THE TASK.
Beginning with the line that holds "Serialize what can be read in the map" in the data below, give again every line through the one that holds "Annotation task. Give", exactly as written.

DATA SHOWN.

────────────────────────────────────────

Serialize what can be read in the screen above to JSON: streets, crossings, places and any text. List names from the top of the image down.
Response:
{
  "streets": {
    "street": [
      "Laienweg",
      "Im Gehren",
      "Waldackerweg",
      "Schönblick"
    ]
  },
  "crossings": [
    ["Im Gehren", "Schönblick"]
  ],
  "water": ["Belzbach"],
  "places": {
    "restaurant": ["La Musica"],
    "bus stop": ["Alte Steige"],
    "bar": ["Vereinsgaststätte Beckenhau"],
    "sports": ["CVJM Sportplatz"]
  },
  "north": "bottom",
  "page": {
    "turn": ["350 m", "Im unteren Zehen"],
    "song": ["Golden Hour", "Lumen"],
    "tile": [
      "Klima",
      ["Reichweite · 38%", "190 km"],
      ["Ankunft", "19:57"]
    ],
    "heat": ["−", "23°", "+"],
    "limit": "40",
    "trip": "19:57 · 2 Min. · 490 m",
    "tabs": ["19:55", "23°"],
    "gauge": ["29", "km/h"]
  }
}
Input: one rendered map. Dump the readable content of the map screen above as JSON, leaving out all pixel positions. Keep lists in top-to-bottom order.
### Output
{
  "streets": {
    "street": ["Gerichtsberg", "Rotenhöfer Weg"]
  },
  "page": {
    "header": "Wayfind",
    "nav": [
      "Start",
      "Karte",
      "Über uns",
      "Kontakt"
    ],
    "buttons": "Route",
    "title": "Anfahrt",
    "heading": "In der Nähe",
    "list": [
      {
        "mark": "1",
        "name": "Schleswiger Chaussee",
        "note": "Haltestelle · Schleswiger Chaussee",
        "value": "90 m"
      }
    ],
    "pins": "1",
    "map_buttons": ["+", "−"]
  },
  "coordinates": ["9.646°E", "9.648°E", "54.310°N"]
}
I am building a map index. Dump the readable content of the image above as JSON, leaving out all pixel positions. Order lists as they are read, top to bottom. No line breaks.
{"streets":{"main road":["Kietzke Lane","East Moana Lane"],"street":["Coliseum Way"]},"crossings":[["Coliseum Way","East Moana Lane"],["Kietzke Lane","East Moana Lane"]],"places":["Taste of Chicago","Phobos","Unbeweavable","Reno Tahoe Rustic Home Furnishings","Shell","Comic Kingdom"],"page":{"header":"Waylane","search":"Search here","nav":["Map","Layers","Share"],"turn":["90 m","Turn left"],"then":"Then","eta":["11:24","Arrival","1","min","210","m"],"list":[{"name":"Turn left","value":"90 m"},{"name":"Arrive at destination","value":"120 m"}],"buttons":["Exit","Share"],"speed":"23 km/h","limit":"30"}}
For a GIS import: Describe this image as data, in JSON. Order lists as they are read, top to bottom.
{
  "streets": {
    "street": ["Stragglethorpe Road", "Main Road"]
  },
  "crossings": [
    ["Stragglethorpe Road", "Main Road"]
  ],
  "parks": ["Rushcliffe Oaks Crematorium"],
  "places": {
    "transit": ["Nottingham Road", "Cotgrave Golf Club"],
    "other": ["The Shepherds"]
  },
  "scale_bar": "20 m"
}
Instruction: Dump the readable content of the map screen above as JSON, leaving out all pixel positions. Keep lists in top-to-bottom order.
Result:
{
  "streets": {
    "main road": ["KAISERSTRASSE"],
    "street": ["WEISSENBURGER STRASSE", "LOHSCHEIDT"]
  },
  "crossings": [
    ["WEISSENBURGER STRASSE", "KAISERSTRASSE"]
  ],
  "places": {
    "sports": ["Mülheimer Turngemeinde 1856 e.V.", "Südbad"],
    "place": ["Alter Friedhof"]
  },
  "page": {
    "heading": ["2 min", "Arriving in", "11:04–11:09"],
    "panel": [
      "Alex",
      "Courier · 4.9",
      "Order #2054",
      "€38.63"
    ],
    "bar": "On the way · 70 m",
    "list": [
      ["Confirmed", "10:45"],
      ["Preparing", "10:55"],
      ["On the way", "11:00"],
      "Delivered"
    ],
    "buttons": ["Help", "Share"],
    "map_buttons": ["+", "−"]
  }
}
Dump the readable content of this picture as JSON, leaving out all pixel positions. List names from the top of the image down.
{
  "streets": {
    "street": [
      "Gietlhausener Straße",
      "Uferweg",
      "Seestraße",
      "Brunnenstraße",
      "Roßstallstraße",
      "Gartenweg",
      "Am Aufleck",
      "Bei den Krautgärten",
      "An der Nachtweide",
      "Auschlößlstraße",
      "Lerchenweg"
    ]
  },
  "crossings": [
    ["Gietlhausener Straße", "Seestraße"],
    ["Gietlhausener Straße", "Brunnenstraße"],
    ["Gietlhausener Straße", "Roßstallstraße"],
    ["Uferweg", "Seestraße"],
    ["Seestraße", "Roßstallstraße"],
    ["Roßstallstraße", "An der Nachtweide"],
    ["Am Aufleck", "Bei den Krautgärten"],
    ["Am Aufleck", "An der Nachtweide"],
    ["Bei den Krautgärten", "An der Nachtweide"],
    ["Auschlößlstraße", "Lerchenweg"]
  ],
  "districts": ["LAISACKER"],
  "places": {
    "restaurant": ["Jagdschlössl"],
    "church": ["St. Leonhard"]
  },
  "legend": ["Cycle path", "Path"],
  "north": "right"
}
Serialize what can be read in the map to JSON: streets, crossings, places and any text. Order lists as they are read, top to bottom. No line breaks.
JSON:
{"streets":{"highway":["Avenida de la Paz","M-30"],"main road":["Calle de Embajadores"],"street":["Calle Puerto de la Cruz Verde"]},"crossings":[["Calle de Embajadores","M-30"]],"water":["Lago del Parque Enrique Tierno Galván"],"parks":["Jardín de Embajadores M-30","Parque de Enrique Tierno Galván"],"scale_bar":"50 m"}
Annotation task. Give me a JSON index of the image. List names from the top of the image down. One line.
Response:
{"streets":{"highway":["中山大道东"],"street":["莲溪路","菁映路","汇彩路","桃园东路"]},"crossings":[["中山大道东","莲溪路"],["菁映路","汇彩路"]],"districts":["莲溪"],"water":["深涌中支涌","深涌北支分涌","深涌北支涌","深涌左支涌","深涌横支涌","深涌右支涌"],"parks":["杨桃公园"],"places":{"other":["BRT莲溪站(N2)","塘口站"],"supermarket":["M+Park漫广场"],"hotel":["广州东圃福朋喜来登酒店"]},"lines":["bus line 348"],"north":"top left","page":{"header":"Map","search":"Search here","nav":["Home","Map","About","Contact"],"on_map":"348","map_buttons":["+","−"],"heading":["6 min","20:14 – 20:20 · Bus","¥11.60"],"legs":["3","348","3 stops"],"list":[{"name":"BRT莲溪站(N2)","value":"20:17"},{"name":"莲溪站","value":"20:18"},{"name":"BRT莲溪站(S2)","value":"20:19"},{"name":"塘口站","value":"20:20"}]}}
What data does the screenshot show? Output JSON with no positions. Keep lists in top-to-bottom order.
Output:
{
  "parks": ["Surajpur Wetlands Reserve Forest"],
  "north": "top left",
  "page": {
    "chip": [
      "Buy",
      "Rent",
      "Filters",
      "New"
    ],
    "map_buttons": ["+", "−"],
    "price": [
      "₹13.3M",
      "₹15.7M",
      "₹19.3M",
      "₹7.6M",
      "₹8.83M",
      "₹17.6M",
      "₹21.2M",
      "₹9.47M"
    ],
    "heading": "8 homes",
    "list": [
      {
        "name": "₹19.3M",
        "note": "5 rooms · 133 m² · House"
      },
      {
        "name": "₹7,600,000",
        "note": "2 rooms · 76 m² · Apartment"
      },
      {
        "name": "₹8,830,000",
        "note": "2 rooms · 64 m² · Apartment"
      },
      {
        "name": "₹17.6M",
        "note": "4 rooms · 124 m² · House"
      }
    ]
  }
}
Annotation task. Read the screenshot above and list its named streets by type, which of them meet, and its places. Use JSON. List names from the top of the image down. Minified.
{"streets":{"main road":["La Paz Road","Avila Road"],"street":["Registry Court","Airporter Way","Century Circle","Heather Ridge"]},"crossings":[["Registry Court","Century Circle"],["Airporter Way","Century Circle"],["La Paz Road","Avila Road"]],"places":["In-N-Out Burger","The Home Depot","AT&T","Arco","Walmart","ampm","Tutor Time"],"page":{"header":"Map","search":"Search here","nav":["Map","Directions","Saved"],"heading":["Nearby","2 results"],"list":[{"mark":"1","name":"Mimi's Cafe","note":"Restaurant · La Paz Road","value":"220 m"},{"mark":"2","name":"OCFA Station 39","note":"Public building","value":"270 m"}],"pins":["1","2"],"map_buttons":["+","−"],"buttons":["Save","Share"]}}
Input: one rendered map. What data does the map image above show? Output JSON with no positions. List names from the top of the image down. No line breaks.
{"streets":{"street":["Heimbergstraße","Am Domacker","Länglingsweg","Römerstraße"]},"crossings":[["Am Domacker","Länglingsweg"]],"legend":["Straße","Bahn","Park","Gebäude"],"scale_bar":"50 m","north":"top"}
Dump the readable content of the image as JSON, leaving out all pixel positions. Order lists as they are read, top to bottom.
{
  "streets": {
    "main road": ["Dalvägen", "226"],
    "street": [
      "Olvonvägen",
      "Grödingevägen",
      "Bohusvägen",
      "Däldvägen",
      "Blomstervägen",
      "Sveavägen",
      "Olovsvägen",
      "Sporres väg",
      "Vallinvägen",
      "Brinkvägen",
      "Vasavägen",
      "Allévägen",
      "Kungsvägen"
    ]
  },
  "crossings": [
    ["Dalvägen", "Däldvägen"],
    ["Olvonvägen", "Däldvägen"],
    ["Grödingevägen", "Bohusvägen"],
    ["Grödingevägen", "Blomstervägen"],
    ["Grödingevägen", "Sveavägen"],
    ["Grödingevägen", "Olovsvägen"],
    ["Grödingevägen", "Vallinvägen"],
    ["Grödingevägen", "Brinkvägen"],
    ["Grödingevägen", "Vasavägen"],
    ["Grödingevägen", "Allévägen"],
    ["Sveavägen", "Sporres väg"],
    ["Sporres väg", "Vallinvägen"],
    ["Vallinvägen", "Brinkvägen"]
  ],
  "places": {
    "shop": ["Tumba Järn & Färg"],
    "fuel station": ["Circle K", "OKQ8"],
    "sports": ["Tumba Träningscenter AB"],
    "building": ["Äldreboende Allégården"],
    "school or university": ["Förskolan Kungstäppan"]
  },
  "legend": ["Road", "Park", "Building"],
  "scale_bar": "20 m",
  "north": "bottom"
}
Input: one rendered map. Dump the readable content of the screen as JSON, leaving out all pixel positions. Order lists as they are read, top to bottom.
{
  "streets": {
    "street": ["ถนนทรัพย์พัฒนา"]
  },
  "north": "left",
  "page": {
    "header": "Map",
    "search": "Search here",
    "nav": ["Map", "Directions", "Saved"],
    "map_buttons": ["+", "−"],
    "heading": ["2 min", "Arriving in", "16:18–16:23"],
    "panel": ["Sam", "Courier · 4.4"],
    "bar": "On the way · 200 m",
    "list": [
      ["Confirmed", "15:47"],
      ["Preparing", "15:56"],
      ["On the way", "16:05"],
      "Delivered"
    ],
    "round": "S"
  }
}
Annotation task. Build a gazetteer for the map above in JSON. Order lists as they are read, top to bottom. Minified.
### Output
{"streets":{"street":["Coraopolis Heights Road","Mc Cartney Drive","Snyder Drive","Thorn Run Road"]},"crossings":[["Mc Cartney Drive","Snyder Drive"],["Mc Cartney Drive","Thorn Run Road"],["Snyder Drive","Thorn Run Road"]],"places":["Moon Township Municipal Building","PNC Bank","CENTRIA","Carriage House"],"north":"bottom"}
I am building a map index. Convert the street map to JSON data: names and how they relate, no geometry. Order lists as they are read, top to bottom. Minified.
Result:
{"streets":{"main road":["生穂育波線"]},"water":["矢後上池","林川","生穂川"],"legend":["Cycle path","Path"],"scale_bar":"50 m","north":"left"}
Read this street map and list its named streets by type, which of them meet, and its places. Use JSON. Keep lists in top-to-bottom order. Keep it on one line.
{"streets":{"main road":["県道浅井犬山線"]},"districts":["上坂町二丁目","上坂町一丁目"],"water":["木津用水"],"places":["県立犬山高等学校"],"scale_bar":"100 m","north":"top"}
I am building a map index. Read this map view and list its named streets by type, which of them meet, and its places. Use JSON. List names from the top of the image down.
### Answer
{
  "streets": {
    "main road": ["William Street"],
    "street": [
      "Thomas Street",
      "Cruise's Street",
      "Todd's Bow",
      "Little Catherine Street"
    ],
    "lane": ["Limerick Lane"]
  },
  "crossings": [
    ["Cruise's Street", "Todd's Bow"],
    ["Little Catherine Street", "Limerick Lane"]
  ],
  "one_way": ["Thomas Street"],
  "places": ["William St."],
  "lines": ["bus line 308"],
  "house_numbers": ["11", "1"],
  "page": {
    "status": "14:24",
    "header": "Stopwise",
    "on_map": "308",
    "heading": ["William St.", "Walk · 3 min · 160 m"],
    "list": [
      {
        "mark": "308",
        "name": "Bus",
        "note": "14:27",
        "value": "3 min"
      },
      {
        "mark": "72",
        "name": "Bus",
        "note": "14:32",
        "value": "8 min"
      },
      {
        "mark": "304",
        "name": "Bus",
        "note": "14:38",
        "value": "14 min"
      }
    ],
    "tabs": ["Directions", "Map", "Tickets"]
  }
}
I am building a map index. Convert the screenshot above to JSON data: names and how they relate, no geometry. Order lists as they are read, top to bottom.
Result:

────────────────────────────────────────

RESPONSE AREA.
Serialize what can be read in the map to JSON: streets, crossings, places and any text. Order lists as they are read, top to bottom. No line breaks.
JSON:
{"streets":{"highway":["Avenida de la Paz","M-30"],"main road":["Calle de Embajadores"],"street":["Calle Puerto de la Cruz Verde"]},"crossings":[["Calle de Embajadores","M-30"]],"water":["Lago del Parque Enrique Tierno Galván"],"parks":["Jardín de Embajadores M-30","Parque de Enrique Tierno Galván"],"scale_bar":"50 m"}
Annotation task. Give me a JSON index of the image. List names from the top of the image down. One line.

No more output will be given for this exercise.